The Distributed ASCI Supercomputer (DAS)
The DAS is a six-cluster computer-science infrastructure funded by NWO (the Dutch National Science Foundation) and installed and maintained by the ASCI Research School. One of the clusters is located at TU Delft. The DAS is very important for the research of the PDS group. The KOALA scheduler has been developed for and installed on the DAS.
Infrastructure Virtualization for e-Science (IV-e, part of the national Dutch COMMIT programme, 2011-2017).
This project is a sequel to the VL-e project (see below) on resource management, e-Science applications, workflows and data management in large-scale distributed computing systems such as clouds. The two research topics of the PDS group in this project are further development of the KOALA scheduler and application-specific scheduling. In particular, we currently focus on scheduling data-intensive frameworks such as MapReduce and workflow scheduling.
PhD students: Bogdan Ghit and Alexey Ilyuskin
GUARD-G: Guaranteed Delivery in Grids (2007-2012)
The goal of this project on grid computing is to design and analyze techniques for delivering guaranteed service to applications in grids. The GUARD-G project is part of the GLANCE programme funded by NWO, and is performed jointly with Leiden University.
PhD student: Nezih Yigitbasi
Postdoc: Hashim Mohamed
ALEA: Handling Uncertainties in Large-Scale Distributed Systems (2009-2010)
The goal of ALEAE is to provide models and algorithmic solutions in the field of resource management that cope with uncertainties in large-scale distributed systems.
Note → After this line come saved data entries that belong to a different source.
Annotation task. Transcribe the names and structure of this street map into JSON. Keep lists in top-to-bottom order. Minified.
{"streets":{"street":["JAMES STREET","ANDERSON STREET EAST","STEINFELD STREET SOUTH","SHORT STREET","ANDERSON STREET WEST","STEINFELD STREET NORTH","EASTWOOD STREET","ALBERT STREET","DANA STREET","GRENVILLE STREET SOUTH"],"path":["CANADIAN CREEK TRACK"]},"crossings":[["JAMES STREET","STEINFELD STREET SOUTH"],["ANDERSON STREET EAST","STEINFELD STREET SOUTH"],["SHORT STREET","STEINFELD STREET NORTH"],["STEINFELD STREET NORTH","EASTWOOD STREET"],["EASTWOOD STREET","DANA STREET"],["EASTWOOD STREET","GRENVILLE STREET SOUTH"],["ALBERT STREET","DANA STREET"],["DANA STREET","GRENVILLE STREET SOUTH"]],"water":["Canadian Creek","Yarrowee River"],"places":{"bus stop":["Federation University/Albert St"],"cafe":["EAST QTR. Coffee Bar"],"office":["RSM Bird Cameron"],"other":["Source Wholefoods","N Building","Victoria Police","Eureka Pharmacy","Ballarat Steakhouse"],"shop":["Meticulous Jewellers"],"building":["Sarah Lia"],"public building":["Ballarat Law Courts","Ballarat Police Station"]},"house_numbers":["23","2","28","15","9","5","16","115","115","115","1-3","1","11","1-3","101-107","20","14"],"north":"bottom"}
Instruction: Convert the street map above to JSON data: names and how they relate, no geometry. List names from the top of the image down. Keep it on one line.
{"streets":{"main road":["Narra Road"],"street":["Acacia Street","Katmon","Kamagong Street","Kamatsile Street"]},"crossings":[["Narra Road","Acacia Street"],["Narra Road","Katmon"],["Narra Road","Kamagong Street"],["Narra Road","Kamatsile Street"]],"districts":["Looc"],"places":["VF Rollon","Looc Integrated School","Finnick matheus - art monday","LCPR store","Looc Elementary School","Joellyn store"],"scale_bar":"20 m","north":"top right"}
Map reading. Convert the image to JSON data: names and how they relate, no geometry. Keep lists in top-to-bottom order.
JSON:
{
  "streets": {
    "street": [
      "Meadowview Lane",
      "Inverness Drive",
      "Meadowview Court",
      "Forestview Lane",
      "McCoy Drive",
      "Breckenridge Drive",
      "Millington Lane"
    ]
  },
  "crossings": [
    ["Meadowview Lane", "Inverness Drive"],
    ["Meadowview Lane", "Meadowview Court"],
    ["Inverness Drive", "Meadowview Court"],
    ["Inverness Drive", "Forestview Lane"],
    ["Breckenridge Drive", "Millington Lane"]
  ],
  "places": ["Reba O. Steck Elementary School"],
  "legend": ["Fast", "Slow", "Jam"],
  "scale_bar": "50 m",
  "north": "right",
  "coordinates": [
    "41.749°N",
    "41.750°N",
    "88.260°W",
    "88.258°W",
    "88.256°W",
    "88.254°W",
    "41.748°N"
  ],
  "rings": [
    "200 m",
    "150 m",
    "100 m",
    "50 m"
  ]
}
ALEAE is a joint project of Delft University of Technology, INRIA in France, Osaka University in Japan, and the Zuse Institute in Berlin, Germany. One of the main achievements of the ALEAE project is the Failure Trace Archive (FTA), which is a centralized public repository of availability traces of parallel and distributed systems, and tools for their analysis. The purpose of this archive is to facilitate the design, validation, and comparison of fault-tolerant models and algorithms.
Virtual Laboratory for e-Science (2004-2010)
In the Dutch national project Virtual Lab for e-Science (VL-e), we focus on resource management, scheduling, and performance analysis in grids. In particular, we study the management and scheduling of jobs that require co-allocation, that is, the simultaneous allocation of resources (processors, data, etc.) in multiple subsystems making up a grid. For this purpose, we have designed and implemented the KOALA grid scheduler.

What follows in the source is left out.